■ EXCERPTED RECORDS
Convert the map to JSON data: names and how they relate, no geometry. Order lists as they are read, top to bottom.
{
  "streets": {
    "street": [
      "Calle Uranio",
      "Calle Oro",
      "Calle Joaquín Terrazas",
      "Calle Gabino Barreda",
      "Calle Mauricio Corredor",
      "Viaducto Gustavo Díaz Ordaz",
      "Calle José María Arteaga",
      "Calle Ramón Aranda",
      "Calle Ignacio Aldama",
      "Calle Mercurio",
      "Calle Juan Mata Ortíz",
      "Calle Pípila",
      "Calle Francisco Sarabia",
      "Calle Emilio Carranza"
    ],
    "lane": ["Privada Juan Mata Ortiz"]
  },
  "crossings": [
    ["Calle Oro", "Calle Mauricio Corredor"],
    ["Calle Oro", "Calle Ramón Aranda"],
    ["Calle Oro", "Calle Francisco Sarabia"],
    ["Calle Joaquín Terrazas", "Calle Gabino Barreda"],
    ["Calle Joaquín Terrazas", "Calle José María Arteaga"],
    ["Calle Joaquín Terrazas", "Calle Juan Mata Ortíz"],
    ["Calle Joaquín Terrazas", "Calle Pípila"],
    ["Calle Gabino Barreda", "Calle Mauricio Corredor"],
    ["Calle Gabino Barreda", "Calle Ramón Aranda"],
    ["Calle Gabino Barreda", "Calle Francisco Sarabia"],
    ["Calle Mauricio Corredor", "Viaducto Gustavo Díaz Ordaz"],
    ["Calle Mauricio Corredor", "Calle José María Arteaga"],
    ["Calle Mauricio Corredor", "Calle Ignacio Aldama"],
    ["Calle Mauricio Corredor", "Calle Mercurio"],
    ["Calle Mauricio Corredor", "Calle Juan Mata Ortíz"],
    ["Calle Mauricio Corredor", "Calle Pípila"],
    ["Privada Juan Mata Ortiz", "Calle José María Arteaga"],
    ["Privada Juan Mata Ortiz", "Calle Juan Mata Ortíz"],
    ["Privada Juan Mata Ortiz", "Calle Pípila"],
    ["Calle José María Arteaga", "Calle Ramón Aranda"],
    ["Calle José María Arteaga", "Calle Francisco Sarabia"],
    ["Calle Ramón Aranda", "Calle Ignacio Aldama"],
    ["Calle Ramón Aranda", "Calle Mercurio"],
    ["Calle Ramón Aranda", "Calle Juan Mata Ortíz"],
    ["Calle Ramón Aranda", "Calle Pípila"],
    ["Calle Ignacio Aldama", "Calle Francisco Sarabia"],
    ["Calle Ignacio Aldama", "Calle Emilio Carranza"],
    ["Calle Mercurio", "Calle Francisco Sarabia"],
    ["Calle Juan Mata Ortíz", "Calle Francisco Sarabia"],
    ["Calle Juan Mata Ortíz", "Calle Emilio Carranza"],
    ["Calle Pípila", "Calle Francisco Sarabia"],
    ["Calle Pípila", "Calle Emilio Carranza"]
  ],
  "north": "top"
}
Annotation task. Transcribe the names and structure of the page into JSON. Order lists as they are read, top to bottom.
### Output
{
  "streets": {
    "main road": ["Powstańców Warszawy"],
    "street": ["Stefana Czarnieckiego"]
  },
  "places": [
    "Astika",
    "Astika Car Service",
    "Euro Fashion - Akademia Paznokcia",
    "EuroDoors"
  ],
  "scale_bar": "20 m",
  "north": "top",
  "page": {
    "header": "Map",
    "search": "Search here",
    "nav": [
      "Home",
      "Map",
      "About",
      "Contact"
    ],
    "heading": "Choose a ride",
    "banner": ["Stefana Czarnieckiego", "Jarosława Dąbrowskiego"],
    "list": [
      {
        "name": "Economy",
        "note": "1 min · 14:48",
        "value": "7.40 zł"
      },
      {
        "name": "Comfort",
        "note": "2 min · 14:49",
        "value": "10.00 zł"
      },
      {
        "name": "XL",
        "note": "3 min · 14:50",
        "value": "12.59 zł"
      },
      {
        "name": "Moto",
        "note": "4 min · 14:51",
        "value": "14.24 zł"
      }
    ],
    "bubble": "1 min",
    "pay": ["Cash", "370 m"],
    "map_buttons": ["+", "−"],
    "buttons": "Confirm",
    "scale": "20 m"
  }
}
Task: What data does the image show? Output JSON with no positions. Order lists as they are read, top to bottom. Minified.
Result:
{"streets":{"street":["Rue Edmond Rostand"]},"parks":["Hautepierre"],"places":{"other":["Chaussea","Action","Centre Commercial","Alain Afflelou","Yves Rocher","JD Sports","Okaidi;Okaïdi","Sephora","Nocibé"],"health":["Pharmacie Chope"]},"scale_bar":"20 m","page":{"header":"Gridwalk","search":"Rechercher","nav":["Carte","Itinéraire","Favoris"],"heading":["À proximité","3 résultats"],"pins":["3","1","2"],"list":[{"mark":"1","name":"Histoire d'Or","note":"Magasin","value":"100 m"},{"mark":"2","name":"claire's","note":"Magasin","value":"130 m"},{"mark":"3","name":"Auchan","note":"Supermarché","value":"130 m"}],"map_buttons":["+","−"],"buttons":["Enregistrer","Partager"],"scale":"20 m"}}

■ TASK OBJECTIVE
Every line above is to be transcribed exactly, with nothing missed.

■ YOUR SOLUTION
Convert the map to JSON data: names and how they relate, no geometry. Order lists as they are read, top to bottom.
{
  "streets": {
    "street": [
      "Calle Uranio",
      "Calle Oro",
      "Calle Joaquín Terrazas",
      "Calle Gabino Barreda",
      "Calle Mauricio Corredor",
      "Viaducto Gustavo Díaz Ordaz",
      "Calle José María Arteaga",
      "Calle Ramón Aranda",
      "Calle Ignacio Aldama",
      "Calle Mercurio",
      "Calle Juan Mata Ortíz",
      "Calle Pípila",
      "Calle Francisco Sarabia",
      "Calle Emilio Carranza"
    ],
    "lane": ["Privada Juan Mata Ortiz"]
  },
  "crossings": [
    ["Calle Oro", "Calle Mauricio Corredor"],
    ["Calle Oro", "Calle Ramón Aranda"],
    ["Calle Oro", "Calle Francisco Sarabia"],
    ["Calle Joaquín Terrazas", "Calle Gabino Barreda"],
    ["Calle Joaquín Terrazas", "Calle José María Arteaga"],
    ["Calle Joaquín Terrazas", "Calle Juan Mata Ortíz"],
    ["Calle Joaquín Terrazas", "Calle Pípila"],
    ["Calle Gabino Barreda", "Calle Mauricio Corredor"],
    ["Calle Gabino Barreda", "Calle Ramón Aranda"],
    ["Calle Gabino Barreda", "Calle Francisco Sarabia"],
    ["Calle Mauricio Corredor", "Viaducto Gustavo Díaz Ordaz"],
    ["Calle Mauricio Corredor", "Calle José María Arteaga"],
    ["Calle Mauricio Corredor", "Calle Ignacio Aldama"],
    ["Calle Mauricio Corredor", "Calle Mercurio"],
    ["Calle Mauricio Corredor", "Calle Juan Mata Ortíz"],
    ["Calle Mauricio Corredor", "Calle Pípila"],
    ["Privada Juan Mata Ortiz", "Calle José María Arteaga"],
    ["Privada Juan Mata Ortiz", "Calle Juan Mata Ortíz"],
    ["Privada Juan Mata Ortiz", "Calle Pípila"],
    ["Calle José María Arteaga", "Calle Ramón Aranda"],
    ["Calle José María Arteaga", "Calle Francisco Sarabia"],
    ["Calle Ramón Aranda", "Calle Ignacio Aldama"],
    ["Calle Ramón Aranda", "Calle Mercurio"],
    ["Calle Ramón Aranda", "Calle Juan Mata Ortíz"],
    ["Calle Ramón Aranda", "Calle Pípila"],
    ["Calle Ignacio Aldama", "Calle Francisco Sarabia"],
    ["Calle Ignacio Aldama", "Calle Emilio Carranza"],
    ["Calle Mercurio", "Calle Francisco Sarabia"],
    ["Calle Juan Mata Ortíz", "Calle Francisco Sarabia"],
    ["Calle Juan Mata Ortíz", "Calle Emilio Carranza"],
    ["Calle Pípila", "Calle Francisco Sarabia"],
    ["Calle Pípila", "Calle Emilio Carranza"]
  ],
  "north": "top"
}
Annotation task. Transcribe the names and structure of the page into JSON. Order lists as they are read, top to bottom.
### Output
{
  "streets": {
    "main road": ["Powstańców Warszawy"],
    "street": ["Stefana Czarnieckiego"]
  },
  "places": [
    "Astika",
    "Astika Car Service",
    "Euro Fashion - Akademia Paznokcia",
    "EuroDoors"
  ],
  "scale_bar": "20 m",
  "north": "top",
  "page": {
    "header": "Map",
    "search": "Search here",
    "nav": [
      "Home",
      "Map",
      "About",
      "Contact"
    ],
    "heading": "Choose a ride",
    "banner": ["Stefana Czarnieckiego", "Jarosława Dąbrowskiego"],
    "list": [
      {
        "name": "Economy",
        "note": "1 min · 14:48",
        "value": "7.40 zł"
      },
      {
        "name": "Comfort",
        "note": "2 min · 14:49",
        "value": "10.00 zł"
      },
      {
        "name": "XL",
        "note": "3 min · 14:50",
        "value": "12.59 zł"
      },
      {
        "name": "Moto",
        "note": "4 min · 14:51",
        "value": "14.24 zł"
      }
    ],
    "bubble": "1 min",
    "pay": ["Cash", "370 m"],
    "map_buttons": ["+", "−"],
    "buttons": "Confirm",
    "scale": "20 m"
  }
}
Task: What data does the image show? Output JSON with no positions. Order lists as they are read, top to bottom. Minified.
Result:
{"streets":{"street":["Rue Edmond Rostand"]},"parks":["Hautepierre"],"places":{"other":["Chaussea","Action","Centre Commercial","Alain Afflelou","Yves Rocher","JD Sports","Okaidi;Okaïdi","Sephora","Nocibé"],"health":["Pharmacie Chope"]},"scale_bar":"20 m","page":{"header":"Gridwalk","search":"Rechercher","nav":["Carte","Itinéraire","Favoris"],"heading":["À proximité","3 résultats"],"pins":["3","1","2"],"list":[{"mark":"1","name":"Histoire d'Or","note":"Magasin","value":"100 m"},{"mark":"2","name":"claire's","note":"Magasin","value":"130 m"},{"mark":"3","name":"Auchan","note":"Supermarché","value":"130 m"}],"map_buttons":["+","−"],"buttons":["Enregistrer","Partager"],"scale":"20 m"}}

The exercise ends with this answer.